### What to do
Scan the entries line by line and return those with "Convert".

### Records shown
== Segment start ==

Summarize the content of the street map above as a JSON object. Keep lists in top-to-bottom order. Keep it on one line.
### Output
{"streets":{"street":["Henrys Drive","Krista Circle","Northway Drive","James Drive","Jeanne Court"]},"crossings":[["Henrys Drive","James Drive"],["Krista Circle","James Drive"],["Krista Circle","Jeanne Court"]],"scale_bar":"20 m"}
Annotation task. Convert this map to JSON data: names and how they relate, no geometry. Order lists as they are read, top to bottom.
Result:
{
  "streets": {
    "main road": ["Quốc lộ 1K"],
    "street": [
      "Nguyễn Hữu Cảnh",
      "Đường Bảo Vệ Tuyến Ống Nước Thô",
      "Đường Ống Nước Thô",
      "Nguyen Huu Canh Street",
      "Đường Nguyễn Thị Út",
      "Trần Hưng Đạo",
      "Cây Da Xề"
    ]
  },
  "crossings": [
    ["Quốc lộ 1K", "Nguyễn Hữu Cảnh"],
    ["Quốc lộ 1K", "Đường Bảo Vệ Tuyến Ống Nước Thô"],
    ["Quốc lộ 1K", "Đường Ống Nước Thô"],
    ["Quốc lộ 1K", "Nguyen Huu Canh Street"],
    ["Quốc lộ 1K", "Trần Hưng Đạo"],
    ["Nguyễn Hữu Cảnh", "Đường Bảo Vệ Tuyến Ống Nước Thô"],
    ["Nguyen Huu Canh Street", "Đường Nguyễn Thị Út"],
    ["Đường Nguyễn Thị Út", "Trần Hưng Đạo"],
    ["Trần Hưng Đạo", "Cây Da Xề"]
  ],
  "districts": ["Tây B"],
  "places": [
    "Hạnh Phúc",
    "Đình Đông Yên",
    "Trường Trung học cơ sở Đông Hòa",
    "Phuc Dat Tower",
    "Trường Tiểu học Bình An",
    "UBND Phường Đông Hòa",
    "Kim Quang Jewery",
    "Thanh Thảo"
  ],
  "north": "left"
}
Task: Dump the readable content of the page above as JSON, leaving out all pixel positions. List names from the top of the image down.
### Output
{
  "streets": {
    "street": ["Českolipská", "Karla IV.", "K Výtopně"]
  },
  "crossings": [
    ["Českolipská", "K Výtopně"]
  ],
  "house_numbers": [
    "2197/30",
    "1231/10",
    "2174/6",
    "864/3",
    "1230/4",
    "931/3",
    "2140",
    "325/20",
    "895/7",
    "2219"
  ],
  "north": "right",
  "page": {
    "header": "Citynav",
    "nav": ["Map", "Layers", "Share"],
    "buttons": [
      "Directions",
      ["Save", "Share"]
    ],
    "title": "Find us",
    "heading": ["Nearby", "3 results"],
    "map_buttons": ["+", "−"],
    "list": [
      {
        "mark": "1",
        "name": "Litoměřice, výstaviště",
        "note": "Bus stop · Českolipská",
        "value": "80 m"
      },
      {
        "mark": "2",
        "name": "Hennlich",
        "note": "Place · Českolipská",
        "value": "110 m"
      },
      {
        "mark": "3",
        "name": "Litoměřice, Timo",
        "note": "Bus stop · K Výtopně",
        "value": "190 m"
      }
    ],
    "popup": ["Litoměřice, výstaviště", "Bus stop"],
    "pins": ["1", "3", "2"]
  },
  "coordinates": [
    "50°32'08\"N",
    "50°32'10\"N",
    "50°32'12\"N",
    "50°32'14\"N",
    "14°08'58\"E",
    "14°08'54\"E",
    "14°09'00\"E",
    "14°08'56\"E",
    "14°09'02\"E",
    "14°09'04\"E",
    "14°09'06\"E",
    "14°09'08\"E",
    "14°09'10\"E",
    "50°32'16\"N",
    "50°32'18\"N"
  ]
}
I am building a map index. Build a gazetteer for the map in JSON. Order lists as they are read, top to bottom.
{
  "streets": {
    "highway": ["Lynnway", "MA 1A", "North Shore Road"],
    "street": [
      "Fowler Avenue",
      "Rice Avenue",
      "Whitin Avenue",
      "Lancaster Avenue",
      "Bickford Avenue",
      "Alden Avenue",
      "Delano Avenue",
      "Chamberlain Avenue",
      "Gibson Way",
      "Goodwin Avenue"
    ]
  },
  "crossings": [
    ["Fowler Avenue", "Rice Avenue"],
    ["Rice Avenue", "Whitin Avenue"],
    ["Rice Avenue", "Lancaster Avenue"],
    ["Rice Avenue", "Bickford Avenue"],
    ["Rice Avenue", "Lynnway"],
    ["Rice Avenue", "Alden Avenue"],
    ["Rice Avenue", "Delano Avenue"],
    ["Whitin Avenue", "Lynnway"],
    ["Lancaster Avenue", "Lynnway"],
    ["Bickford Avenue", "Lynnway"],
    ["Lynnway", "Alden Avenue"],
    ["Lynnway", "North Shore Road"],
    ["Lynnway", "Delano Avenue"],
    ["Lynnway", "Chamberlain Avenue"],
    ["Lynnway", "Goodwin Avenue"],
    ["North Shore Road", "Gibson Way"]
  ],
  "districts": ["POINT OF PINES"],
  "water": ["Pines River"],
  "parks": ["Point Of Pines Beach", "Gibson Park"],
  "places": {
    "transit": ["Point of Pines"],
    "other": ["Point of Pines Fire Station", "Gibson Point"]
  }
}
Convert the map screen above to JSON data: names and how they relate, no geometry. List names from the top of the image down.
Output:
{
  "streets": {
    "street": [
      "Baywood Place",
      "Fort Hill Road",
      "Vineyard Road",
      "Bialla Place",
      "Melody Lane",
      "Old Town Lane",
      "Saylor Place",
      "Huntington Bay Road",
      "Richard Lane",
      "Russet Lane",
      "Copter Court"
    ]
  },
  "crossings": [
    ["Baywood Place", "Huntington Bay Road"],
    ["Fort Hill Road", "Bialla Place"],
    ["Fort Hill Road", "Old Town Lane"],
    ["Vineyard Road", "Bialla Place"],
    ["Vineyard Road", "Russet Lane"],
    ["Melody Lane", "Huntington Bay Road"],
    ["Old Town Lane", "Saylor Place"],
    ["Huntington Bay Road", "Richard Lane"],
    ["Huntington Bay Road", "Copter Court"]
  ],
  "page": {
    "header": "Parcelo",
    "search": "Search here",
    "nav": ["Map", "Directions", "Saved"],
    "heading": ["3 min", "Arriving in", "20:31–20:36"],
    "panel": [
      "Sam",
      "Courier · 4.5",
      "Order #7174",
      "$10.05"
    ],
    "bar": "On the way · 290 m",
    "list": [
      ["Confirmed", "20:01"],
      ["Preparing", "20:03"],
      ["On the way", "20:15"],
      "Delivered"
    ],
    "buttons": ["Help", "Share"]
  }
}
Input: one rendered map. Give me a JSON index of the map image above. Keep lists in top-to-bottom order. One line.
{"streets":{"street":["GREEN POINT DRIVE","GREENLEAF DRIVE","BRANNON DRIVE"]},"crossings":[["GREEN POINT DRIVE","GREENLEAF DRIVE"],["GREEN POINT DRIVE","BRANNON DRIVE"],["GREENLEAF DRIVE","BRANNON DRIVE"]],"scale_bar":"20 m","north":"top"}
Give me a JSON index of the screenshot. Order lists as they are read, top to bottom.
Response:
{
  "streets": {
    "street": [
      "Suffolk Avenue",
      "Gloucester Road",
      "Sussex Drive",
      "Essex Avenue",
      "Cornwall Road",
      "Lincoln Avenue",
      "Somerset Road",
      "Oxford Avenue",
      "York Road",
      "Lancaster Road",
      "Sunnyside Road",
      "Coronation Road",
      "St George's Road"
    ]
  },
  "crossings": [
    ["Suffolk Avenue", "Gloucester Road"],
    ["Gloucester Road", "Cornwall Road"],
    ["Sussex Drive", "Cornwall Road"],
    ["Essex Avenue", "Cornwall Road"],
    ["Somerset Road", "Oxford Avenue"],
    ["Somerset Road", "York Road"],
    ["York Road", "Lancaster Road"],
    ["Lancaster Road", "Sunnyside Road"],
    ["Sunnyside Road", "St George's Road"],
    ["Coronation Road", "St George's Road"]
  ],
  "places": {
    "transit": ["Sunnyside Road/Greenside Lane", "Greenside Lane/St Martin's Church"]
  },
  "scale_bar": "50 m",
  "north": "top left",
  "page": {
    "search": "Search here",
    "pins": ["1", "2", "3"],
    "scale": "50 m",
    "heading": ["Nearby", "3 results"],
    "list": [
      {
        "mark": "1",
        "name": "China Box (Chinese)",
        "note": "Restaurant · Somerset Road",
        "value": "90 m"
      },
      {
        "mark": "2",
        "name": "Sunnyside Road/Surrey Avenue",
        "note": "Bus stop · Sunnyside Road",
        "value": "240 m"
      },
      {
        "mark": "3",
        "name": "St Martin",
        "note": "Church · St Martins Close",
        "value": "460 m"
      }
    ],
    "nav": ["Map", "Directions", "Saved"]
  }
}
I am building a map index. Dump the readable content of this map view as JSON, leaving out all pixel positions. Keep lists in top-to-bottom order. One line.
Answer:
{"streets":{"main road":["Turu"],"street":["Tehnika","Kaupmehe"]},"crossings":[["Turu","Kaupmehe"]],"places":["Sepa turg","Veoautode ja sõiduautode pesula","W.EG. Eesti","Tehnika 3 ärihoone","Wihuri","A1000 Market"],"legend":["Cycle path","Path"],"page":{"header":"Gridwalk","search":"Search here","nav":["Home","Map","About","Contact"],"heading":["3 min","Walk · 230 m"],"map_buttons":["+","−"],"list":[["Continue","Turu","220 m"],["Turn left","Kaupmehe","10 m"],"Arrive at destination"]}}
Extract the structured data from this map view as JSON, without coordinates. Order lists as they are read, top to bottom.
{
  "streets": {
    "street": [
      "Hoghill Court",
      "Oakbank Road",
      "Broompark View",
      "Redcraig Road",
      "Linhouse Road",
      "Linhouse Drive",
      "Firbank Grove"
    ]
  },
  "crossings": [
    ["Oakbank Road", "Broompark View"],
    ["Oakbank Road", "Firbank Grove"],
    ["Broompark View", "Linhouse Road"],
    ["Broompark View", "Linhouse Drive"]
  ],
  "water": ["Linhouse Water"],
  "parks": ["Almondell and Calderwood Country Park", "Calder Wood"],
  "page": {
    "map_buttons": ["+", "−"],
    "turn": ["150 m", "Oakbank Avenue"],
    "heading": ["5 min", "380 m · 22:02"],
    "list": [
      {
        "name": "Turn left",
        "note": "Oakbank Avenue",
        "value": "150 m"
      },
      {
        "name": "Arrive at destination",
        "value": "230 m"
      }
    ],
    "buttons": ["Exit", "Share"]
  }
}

== Segment end ==

### Exercise result
Annotation task. Convert this map to JSON data: names and how they relate, no geometry. Order lists as they are read, top to bottom.
Convert the map screen above to JSON data: names and how they relate, no geometry. List names from the top of the image down.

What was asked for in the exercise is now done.